Ian Tree  28 August 2013 12:33:35 - Eindhoven

Autonomic Throughput Optimisation


The Domino eXplorer (DX) was developed as a means for facilitating the rapid development of C++ tools to be used in projects that involve high volumes of data transformation. DX has been, and continues to be developed for use across a wide range of Domino versions and platforms. The tool set is also appropriate for Business Intelligence applications that have to process "Big Data" in Notes Databases. DX is also used as a research tool to investigate various aspects of Autonomic Systems, in particular Autonomic Throughput Optimisation.

Using Domino eXplorer (DX) applications in typical "Heavy Lift Computing" projects can involve a lot of performance tuning in order to get applications to meet target throughput objectives, this can be a technically challenging and time consuming task.
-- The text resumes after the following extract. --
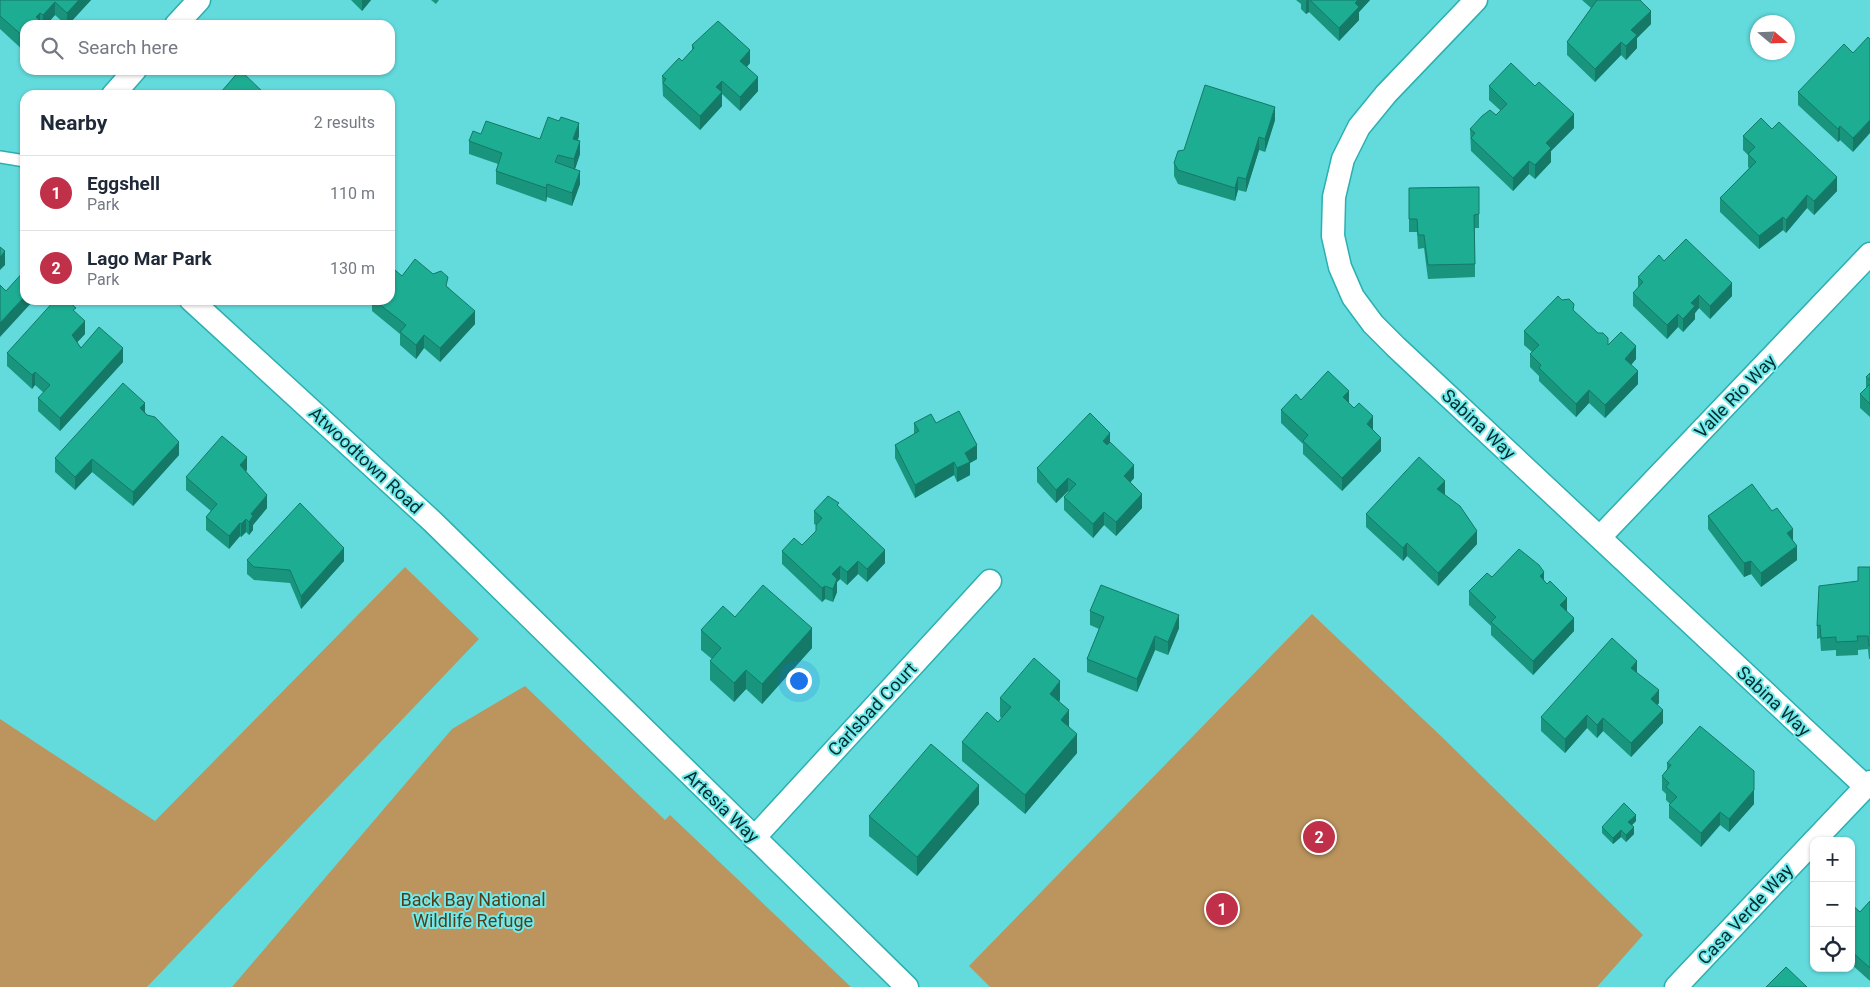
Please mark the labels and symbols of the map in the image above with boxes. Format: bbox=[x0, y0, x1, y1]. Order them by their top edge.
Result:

The goal of the research is find a model and algorithms that would allow the DX kernel to maximise the throughput of an application autonomically independent of the current workload profile and the state of the execution environment. The kernel uses a very simplistic component model to explore different aspects of throughput optimisation. In the model the application is viewed as an agent that generates a stream of requests that represent a unit of workload, the application passes these request to the kernel for execution, the kernel executes these workload requests on behalf of the application, the execution of the requests result in resources being consumed from the execution environment. The following properties influence application throughput in the model.

1.        Application design.
2.        The profile of the units of workload presented in each request.
3.        Constraints, contention and limits on resource consumption from the execution environment.
4.        The multiprogramming level in the kernel.

Application Design


The kernel will influence that application design through the API that it exposes to the application. Obviously the application design cannot be varied dynamically during execution so this property is not taken into consideration for autonomic optimisation.

Unit of Workload Profile


While the application and kernel have little influence over the profile of a primitive unit of workload, in terms of wait states, I/O demand, Memory demand and CPU demand we already recognise in the DX3 kernel that each request that is submitted for execution should multiplex a number of primitive units of workload into each request that is passed to the kernel. Some applications that use the DX3 kernel will determine an appropriate multiplex level at execution time according to different factors. The determination of the multiplex level is controlled in the application layer and is not communicated to the kernel.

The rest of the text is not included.